As we are nearing the termination of trading date for the July contract, I have decided to enter the NG trade @ 6.10 USD during the European session with a short postion that I will maintain via a 3 X leveraged ETF over the next 48 hours if my stop loss @ 6.30 USD is not triggered and with the expectation of either reaching the price target 5.60 USD which is close to the 200 DAY MA on the 1 Year chart and -10% below the Dynamic Circuit Breaker Reference Price of 6.22 USD on 27/06/2022 but above the phsycological level of 6.50 USD. My expectation is a profit of atleast 24% or loss of 10% in this scenario.

There is still a clear division between "firm" markets (Asia) and "flexible" markets (Atlantic Basin - the U.S. and, to a lesser extent, Europe) for natural gas, though increasing interactions between these markets is enhancing globalisation of the commodity. This can especially be seen over the past few days where the price of NG is muted during the Asian trading session (which have more long term supply contracts) and more dynamic during the European and American trading session.

According to the SHORT-TERM ENERGY OUTLOOK on 07/06/2022 Henry Hub spot price to average $8.69 per million British thermal units (MMBtu) in 3Q22, this info seems outdated because on 08/06/2022, a fire at Freeport LNG‘s natural gas liquefaction plant on the Gulf Coast in South Texas led to the full shutdown of the facility. The shutdown of Freeport LNG will reduce total U.S. liquefied natural gas (LNG) export capacity by approximately 2 billion cubic feet per day (Bcf/d), or 17% of total U.S. LNG export capacity.

https://www.eia.gov/todayinenergy/detail.php?id=52859

Looking at the EIA STEO the cooling degree days are projected to decrease from July 2022 which also means a decrease in the demand for NG the Weekly Natural Gas Storage Report are already showing a net increase in NG. At the same time as domestic gas supply is increasing, the U.S. is the "market of last resort" for LNG. We may even expierence the following In the summer, when natural gas demand is low, there is a "demand push" where excess gas is delivered to the U.S., usually at low prices and slackening of demand due to the economic crisis only accelerates this push.

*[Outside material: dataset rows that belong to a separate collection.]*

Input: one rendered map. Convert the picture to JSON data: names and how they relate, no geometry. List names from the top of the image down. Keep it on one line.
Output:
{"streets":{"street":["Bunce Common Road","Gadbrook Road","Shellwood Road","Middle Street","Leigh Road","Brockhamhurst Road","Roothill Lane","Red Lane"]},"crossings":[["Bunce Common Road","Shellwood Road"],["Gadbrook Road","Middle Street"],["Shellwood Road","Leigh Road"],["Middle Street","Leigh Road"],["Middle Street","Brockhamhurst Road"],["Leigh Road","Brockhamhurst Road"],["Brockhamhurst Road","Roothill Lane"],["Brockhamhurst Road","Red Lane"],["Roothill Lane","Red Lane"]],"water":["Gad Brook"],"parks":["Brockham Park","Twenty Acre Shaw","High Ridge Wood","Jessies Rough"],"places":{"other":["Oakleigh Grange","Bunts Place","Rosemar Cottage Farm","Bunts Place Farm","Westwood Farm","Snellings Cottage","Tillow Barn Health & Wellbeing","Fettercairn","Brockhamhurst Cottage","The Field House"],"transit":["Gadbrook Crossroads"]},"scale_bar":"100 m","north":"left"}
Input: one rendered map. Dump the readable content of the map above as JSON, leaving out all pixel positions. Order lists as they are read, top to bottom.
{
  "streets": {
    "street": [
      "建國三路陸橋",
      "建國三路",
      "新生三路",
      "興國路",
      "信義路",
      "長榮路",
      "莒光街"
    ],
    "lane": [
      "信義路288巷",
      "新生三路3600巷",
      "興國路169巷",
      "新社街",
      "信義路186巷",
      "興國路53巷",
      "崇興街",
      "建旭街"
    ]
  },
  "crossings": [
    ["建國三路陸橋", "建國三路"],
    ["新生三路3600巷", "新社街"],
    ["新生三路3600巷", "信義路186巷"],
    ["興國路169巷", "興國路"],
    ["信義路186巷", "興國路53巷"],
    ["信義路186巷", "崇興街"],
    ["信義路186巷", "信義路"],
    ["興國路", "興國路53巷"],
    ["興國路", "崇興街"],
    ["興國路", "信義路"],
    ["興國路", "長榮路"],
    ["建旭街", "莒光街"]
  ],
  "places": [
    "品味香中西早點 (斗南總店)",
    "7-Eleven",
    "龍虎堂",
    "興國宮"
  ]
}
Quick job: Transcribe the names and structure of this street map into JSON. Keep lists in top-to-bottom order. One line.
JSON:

Fed Chairman Jerome Powell said last Wednesday that the central bank is “strongly committed” to bringing down inflation and since energy is a major component of inflation and oil is a major component of energy we can expect Natural Gas to decrease thanks to the asymmetric pass-through effect.

The only major upside risks seems to be Atlantic Huriccane risks especially in the Northern Gulf of Mexico with a Formation chance through 48 hours...low...10 percent for now.